=== Task prompt ===
Go through the entries and copy every line that has the string "controls" in it.

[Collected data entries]
****

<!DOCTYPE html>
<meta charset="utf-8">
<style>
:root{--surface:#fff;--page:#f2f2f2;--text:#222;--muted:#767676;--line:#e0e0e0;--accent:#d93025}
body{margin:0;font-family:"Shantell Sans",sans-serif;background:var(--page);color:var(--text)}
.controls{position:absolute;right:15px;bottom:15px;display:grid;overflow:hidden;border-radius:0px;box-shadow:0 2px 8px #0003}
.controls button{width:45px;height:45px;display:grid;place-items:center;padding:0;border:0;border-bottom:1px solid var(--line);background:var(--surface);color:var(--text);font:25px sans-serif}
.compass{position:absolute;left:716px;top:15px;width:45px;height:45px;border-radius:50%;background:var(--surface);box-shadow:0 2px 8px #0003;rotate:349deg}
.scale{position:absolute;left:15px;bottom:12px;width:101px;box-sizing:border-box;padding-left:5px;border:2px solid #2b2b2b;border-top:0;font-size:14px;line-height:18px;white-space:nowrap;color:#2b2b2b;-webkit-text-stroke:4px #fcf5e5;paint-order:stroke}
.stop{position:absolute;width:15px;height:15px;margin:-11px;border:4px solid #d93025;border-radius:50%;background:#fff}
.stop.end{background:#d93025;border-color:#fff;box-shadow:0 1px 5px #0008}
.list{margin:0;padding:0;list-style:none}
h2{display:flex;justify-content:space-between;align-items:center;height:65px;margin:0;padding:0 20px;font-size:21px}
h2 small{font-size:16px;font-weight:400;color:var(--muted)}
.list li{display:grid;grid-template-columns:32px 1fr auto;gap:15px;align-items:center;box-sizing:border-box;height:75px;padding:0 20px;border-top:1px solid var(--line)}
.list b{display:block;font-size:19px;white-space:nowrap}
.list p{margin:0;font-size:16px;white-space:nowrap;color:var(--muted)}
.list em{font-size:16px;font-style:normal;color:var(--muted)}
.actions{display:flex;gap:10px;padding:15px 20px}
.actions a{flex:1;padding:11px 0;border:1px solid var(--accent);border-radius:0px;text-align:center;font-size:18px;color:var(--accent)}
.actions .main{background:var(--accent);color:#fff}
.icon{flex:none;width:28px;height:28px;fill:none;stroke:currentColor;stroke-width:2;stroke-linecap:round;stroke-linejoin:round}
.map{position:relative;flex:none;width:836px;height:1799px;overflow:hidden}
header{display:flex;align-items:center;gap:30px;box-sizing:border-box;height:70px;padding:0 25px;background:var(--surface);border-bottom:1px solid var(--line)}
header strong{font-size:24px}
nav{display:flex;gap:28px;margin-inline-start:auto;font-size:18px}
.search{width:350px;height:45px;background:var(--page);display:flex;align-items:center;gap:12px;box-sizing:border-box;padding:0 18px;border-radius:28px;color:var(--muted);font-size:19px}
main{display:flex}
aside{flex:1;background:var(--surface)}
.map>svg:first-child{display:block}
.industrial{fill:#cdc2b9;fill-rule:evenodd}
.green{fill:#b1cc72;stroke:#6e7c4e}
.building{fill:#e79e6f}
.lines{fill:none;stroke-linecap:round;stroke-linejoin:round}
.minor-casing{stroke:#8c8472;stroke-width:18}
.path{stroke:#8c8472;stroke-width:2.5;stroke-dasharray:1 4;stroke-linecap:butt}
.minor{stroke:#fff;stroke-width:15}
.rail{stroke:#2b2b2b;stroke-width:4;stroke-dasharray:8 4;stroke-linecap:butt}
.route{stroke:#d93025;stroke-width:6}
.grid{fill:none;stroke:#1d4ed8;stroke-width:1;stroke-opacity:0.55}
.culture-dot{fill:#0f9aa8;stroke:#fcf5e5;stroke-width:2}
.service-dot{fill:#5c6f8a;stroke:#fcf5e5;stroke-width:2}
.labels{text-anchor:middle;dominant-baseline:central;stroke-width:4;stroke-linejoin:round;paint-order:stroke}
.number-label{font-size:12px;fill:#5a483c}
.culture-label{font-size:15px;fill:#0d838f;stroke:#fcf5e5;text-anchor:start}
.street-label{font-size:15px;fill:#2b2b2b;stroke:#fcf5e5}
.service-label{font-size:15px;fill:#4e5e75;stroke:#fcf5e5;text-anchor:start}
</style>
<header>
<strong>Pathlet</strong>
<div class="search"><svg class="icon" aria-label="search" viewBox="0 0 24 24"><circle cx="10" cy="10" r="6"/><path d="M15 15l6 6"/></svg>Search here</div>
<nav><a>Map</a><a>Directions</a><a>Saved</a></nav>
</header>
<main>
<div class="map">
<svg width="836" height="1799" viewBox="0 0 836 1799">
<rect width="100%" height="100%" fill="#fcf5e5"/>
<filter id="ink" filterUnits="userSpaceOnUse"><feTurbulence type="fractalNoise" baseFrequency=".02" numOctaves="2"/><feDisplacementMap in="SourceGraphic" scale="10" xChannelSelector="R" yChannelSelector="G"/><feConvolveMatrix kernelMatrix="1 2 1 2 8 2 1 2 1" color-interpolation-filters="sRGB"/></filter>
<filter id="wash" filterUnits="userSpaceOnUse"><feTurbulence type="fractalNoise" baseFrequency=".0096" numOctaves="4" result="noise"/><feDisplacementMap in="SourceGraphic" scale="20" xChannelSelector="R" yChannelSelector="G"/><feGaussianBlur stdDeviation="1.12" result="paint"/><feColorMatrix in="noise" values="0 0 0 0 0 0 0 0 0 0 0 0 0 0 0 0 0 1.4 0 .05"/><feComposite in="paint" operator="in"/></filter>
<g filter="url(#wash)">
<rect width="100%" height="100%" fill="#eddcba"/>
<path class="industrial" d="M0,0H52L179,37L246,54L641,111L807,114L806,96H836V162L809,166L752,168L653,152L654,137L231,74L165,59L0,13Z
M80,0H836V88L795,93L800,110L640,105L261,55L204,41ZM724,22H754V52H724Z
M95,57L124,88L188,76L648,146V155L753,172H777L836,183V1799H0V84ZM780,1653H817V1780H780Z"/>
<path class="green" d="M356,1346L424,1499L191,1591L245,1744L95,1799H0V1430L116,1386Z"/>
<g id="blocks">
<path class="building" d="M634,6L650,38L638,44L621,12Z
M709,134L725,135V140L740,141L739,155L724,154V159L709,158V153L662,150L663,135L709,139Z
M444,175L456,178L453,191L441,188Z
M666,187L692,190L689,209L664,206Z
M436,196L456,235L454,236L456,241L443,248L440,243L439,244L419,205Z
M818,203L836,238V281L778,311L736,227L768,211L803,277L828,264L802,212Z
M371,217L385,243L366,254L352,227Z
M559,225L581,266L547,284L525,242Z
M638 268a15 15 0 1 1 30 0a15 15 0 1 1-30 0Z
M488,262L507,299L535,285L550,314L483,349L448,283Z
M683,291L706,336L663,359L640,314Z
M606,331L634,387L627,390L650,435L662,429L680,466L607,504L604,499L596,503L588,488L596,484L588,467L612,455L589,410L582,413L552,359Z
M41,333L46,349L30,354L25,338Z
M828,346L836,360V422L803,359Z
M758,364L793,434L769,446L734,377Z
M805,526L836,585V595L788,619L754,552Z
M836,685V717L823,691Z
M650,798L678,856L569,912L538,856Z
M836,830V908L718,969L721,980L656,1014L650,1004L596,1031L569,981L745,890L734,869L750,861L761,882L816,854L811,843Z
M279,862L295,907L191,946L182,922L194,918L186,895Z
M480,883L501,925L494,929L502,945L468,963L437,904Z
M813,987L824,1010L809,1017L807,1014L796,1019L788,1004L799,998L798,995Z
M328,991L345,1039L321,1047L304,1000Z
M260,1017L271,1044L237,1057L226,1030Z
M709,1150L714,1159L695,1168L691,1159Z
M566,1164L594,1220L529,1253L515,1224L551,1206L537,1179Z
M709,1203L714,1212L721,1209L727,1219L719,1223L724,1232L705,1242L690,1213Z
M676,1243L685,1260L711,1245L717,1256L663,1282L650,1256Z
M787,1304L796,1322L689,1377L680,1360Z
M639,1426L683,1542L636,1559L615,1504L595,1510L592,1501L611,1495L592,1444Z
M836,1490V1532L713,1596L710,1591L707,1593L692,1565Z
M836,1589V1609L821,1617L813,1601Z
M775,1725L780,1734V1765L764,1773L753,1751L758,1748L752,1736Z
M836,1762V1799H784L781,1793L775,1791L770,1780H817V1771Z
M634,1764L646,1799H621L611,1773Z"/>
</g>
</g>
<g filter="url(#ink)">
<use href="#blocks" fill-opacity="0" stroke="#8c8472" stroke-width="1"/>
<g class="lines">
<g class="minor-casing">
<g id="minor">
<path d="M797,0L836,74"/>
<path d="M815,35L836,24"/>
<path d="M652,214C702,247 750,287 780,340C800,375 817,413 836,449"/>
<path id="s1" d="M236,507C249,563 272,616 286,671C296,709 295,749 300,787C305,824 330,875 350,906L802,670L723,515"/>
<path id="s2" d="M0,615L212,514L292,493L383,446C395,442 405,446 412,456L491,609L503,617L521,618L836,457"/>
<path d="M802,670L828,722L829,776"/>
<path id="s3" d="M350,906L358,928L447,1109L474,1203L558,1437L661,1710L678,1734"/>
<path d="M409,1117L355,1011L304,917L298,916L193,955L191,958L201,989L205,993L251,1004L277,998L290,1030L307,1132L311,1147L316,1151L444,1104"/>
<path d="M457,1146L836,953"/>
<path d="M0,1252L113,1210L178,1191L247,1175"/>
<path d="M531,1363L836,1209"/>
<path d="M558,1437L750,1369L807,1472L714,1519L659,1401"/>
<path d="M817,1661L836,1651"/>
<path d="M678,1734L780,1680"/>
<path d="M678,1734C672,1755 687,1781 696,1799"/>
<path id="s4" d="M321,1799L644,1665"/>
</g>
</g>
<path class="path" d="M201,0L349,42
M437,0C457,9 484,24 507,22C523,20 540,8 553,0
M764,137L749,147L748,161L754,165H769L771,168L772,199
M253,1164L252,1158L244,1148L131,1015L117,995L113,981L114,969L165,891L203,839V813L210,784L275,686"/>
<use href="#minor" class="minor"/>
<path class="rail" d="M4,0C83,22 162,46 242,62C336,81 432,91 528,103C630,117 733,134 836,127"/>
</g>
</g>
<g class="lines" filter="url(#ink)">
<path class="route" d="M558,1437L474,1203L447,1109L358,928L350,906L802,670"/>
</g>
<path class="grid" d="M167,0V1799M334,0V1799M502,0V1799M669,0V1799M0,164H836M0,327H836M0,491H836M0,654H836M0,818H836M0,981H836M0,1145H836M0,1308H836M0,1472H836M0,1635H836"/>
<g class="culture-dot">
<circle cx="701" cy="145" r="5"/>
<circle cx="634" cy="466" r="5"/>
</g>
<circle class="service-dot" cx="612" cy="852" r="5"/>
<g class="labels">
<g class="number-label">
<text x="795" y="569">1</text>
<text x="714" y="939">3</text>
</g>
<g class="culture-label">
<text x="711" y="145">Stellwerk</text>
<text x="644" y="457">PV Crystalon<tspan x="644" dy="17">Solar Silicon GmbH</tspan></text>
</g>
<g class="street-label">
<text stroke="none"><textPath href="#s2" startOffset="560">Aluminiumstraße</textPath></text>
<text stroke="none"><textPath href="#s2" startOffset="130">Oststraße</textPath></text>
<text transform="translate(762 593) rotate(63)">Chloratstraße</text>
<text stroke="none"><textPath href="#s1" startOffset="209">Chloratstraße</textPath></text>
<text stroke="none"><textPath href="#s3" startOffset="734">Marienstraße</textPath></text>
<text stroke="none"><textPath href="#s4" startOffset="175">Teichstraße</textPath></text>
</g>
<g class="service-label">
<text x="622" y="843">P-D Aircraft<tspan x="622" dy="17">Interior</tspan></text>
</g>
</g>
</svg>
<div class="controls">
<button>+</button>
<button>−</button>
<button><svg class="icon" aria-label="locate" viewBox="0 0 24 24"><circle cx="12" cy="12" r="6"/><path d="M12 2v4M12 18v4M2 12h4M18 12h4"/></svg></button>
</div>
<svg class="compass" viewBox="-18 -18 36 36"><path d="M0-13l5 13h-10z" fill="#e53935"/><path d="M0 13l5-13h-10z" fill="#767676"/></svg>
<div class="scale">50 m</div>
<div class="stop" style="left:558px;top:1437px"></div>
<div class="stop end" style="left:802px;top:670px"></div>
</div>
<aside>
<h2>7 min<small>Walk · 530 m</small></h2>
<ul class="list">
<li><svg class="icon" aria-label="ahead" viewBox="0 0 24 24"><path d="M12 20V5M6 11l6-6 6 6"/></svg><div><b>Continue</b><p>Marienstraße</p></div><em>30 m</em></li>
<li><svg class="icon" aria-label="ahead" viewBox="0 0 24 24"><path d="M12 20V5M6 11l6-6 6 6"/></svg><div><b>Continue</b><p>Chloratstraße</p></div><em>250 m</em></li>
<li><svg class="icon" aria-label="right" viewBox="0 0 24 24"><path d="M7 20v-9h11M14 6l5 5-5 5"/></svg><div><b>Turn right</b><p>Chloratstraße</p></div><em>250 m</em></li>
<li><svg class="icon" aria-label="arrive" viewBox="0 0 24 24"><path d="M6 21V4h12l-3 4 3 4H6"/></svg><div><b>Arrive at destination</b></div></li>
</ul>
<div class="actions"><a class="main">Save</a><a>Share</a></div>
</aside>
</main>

****

=== Response area ===
.controls{position:absolute;right:15px;bottom:15px;display:grid;overflow:hidden;border-radius:0px;box-shadow:0 2px 8px #0003}
.controls button{width:45px;height:45px;display:grid;place-items:center;padding:0;border:0;border-bottom:1px solid var(--line);background:var(--surface);color:var(--text);font:25px sans-serif}
<div class="controls">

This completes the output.